What this task involves => Which lines of the entries contain the string "Yale"? Please find them and copy them.

Provided records =>
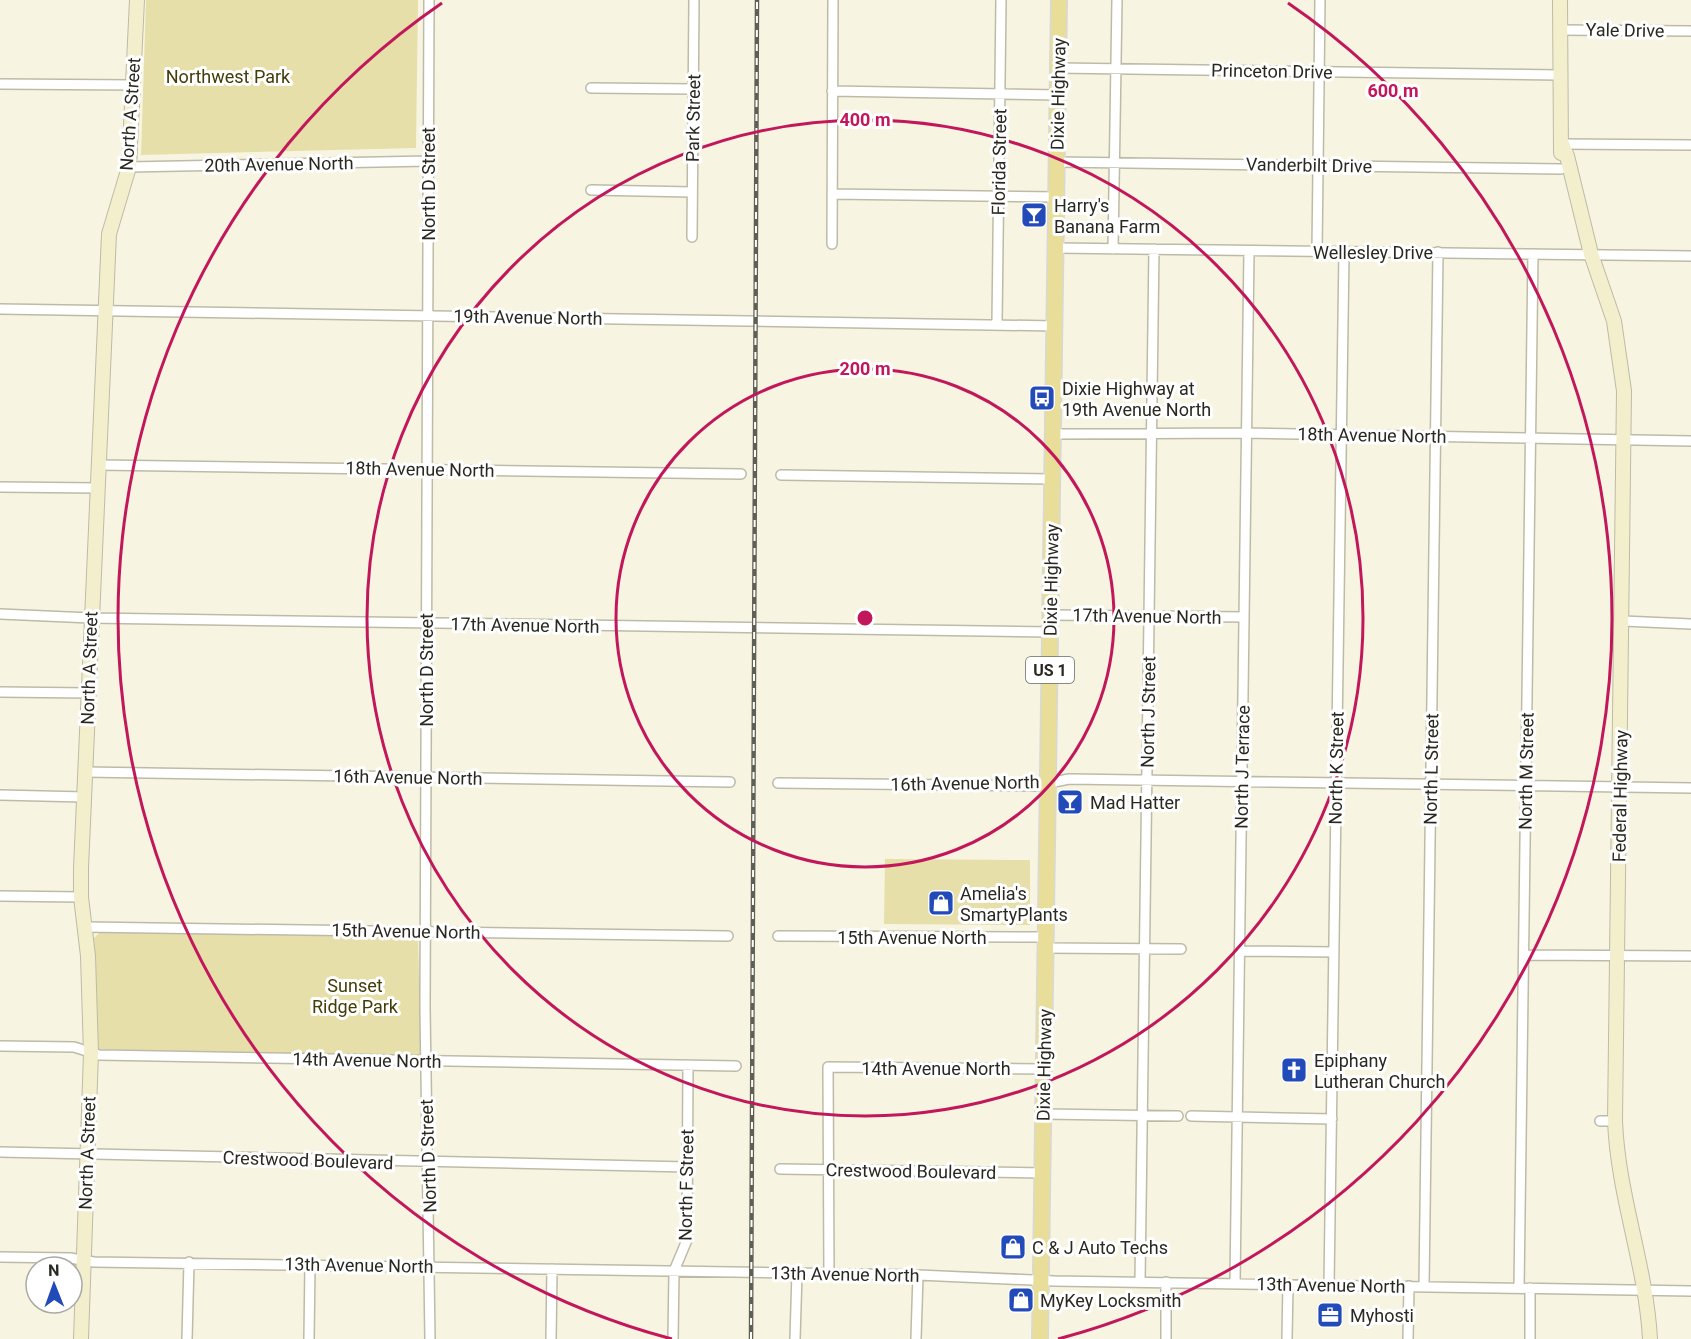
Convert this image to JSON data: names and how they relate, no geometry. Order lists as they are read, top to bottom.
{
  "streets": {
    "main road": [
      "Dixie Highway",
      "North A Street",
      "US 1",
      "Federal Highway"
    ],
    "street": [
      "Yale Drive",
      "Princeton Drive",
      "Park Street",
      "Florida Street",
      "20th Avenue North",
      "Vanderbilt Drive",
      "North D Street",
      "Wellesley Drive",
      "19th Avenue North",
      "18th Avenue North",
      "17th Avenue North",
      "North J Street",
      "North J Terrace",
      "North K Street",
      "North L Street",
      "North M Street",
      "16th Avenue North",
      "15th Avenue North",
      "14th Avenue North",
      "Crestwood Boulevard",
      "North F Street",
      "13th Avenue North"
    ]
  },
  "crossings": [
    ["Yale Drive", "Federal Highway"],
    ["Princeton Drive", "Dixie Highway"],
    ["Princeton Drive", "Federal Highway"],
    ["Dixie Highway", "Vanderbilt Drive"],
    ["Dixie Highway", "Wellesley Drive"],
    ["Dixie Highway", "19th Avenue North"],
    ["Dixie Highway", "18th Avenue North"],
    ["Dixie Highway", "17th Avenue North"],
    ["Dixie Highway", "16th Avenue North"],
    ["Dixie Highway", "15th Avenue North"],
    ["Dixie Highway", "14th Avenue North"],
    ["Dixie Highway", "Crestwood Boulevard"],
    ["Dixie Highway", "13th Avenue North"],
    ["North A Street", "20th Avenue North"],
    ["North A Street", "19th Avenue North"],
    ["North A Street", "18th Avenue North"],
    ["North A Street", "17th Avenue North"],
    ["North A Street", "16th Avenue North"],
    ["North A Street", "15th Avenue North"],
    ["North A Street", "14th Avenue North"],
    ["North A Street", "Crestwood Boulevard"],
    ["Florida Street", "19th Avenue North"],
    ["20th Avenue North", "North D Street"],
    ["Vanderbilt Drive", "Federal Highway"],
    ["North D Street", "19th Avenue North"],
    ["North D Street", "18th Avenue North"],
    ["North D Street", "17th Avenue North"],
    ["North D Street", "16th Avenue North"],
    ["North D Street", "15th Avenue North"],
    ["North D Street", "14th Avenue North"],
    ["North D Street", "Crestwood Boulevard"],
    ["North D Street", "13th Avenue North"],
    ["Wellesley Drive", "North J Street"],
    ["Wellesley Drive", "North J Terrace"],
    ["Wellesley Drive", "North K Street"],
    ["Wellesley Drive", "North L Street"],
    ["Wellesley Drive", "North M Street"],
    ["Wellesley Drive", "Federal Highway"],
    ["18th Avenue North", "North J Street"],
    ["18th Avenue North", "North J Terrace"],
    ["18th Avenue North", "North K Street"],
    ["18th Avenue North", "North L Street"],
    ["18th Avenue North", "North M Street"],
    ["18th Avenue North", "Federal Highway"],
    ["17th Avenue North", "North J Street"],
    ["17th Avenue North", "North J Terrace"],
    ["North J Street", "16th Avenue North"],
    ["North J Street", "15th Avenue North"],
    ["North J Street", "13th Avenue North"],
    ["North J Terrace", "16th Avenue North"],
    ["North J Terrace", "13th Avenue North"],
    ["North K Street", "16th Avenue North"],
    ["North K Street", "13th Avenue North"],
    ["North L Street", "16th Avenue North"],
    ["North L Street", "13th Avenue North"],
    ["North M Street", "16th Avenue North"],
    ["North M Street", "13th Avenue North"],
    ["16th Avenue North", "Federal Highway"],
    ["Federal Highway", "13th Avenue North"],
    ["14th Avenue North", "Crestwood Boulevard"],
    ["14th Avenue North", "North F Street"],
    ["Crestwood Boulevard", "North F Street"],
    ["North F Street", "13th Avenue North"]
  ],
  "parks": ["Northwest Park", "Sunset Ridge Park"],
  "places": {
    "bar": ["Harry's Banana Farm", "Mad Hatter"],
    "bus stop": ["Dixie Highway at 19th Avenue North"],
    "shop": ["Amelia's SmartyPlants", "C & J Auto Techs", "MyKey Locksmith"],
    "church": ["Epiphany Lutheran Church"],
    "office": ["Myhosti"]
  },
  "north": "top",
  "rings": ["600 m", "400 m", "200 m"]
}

Answer to this task =>
      "Yale Drive",
    ["Yale Drive", "Federal Highway"],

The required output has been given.